--- START ---
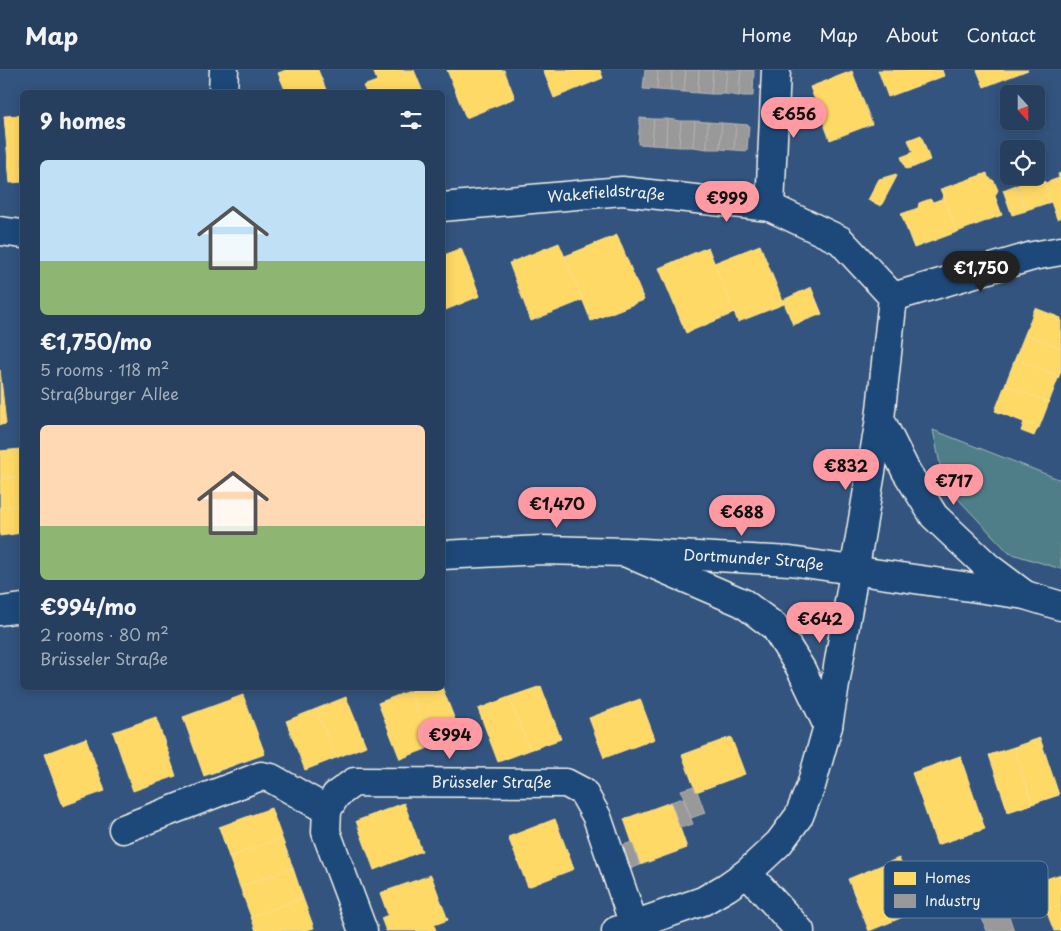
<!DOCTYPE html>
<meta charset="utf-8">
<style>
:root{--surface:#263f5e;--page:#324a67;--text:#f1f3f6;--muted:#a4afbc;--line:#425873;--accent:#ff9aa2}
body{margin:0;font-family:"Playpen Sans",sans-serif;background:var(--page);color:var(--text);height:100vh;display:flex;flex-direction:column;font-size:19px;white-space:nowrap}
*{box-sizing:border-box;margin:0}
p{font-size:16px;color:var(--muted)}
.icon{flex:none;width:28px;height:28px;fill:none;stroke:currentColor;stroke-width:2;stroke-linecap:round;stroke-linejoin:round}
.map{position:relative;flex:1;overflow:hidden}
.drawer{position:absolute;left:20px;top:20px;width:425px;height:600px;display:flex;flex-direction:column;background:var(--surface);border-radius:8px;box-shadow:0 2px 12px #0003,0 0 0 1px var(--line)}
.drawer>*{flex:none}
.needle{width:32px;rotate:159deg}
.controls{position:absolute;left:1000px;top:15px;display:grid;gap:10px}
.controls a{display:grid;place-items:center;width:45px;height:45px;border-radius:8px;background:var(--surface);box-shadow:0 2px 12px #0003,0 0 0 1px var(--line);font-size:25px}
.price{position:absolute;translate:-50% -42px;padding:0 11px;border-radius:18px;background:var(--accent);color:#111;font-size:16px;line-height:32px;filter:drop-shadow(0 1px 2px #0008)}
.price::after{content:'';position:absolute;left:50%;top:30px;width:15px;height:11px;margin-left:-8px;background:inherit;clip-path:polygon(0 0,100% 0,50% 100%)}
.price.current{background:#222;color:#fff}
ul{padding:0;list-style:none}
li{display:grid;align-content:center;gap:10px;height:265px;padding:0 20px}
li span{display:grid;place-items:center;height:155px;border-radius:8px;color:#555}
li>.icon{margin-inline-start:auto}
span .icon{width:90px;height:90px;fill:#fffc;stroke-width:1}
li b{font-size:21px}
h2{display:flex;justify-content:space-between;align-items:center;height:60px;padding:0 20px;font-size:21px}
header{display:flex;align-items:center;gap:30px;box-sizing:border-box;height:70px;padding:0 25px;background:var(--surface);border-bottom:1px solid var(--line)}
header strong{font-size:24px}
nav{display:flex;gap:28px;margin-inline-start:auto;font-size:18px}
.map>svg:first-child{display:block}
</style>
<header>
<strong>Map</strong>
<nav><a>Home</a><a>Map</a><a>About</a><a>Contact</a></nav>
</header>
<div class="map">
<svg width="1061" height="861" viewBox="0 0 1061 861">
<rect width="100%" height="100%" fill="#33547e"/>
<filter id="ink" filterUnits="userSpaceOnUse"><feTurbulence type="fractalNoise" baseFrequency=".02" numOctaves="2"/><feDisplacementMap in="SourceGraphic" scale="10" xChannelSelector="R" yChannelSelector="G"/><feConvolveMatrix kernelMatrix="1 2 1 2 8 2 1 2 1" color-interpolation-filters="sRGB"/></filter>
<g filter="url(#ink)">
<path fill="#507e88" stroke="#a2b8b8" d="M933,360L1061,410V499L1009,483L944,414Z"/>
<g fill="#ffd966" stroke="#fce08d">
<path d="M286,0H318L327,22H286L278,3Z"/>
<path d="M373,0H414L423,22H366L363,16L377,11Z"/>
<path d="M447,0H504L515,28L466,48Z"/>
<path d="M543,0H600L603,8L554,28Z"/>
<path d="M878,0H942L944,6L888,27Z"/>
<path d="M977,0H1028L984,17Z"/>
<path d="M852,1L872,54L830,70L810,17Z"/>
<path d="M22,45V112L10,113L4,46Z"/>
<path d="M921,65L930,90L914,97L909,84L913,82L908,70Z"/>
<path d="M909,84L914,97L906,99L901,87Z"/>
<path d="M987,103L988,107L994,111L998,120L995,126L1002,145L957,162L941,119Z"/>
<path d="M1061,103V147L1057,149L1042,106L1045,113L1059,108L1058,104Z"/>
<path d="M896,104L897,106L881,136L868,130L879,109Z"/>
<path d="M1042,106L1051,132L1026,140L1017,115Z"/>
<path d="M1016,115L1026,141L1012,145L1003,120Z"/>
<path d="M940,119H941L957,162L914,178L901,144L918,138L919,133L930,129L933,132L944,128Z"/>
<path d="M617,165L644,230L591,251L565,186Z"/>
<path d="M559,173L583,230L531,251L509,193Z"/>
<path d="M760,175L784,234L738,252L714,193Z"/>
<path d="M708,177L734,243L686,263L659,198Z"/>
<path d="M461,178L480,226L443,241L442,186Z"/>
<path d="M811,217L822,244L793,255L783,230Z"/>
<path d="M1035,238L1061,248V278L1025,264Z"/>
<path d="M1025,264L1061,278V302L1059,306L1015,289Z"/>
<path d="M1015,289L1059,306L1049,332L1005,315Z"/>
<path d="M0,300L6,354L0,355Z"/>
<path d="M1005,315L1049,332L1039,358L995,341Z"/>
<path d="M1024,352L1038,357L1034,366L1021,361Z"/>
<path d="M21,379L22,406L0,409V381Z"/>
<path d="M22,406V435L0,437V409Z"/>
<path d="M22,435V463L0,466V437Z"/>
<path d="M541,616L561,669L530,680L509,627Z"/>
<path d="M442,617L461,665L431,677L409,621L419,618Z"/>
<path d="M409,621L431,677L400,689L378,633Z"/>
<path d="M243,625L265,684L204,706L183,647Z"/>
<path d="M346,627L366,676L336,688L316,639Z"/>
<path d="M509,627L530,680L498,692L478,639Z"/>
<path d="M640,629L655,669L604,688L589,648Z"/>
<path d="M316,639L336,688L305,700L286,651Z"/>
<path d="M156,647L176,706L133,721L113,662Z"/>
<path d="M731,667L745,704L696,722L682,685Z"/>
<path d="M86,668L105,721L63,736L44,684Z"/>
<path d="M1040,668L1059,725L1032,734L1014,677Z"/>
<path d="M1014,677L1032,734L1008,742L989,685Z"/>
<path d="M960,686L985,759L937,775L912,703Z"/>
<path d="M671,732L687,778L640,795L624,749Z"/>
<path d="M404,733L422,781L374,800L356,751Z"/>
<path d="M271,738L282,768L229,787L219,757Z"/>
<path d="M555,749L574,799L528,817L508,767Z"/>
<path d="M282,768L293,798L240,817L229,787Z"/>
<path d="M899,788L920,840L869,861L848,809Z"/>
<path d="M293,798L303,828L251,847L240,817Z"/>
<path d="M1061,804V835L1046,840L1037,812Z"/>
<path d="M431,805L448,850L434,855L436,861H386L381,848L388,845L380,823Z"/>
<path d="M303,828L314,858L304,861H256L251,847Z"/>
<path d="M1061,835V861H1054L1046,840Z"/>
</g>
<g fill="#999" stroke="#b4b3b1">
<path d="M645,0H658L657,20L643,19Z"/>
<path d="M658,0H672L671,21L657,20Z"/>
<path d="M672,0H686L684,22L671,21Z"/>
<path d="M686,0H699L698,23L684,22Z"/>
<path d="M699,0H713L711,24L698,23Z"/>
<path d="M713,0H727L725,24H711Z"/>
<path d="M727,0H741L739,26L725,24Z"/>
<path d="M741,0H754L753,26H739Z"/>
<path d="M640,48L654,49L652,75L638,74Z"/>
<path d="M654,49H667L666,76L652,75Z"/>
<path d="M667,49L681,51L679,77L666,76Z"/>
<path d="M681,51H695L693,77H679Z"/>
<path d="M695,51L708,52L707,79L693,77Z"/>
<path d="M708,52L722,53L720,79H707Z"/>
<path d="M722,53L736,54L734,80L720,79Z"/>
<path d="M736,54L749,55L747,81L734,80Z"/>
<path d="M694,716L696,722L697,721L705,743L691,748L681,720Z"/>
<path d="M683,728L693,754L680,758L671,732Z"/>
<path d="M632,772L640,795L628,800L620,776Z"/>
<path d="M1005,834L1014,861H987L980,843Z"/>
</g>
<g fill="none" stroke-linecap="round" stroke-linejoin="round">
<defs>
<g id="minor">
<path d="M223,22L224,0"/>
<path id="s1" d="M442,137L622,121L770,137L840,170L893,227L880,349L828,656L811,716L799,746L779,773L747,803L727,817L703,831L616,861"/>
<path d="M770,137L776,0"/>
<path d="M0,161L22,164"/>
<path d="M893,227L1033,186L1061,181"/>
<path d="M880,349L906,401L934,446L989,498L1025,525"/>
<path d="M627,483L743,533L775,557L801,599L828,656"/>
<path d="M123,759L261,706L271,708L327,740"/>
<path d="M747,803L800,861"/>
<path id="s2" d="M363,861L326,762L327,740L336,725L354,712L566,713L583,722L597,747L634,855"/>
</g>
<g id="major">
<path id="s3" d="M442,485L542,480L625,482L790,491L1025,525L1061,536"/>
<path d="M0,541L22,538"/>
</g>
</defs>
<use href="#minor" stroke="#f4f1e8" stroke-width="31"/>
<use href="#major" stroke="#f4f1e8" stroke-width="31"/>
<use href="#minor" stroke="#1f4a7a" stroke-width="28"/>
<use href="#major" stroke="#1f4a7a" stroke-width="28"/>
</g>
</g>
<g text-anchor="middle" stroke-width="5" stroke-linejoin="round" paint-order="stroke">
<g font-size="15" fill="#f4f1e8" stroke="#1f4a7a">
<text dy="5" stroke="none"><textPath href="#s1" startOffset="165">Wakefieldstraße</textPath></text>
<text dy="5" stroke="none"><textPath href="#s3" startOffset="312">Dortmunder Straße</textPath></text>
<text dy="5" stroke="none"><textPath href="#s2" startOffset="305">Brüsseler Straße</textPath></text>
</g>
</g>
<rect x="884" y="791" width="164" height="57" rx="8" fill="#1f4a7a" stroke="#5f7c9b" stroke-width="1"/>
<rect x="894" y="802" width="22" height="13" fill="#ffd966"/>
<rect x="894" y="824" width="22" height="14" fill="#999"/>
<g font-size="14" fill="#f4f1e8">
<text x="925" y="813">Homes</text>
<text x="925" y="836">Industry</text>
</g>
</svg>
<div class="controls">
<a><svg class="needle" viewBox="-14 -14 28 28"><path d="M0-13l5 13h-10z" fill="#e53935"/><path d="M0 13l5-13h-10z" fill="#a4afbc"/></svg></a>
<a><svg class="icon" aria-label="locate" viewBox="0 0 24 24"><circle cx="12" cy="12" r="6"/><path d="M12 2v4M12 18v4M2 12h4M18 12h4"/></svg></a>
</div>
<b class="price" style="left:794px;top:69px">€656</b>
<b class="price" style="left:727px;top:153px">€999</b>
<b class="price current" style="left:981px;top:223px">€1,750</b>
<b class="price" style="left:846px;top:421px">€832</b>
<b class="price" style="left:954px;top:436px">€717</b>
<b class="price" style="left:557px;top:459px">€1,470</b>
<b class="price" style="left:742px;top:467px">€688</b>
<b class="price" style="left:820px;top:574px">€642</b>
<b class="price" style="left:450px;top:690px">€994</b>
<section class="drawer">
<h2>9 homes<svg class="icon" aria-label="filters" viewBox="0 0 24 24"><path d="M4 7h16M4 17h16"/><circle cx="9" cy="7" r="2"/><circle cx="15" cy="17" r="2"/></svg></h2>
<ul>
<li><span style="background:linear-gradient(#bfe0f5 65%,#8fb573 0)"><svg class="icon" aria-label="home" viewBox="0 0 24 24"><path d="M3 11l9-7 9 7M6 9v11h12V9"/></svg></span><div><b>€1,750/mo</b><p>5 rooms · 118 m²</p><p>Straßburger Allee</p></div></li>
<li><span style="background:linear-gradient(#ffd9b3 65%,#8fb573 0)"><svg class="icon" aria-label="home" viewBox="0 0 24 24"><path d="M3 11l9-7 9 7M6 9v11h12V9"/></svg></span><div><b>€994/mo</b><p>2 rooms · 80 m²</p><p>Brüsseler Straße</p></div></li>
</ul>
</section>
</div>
--- END ---
- Brief -
Among the lines above, count those containing the string "margin"; please give the count alone.

- Answer section -
5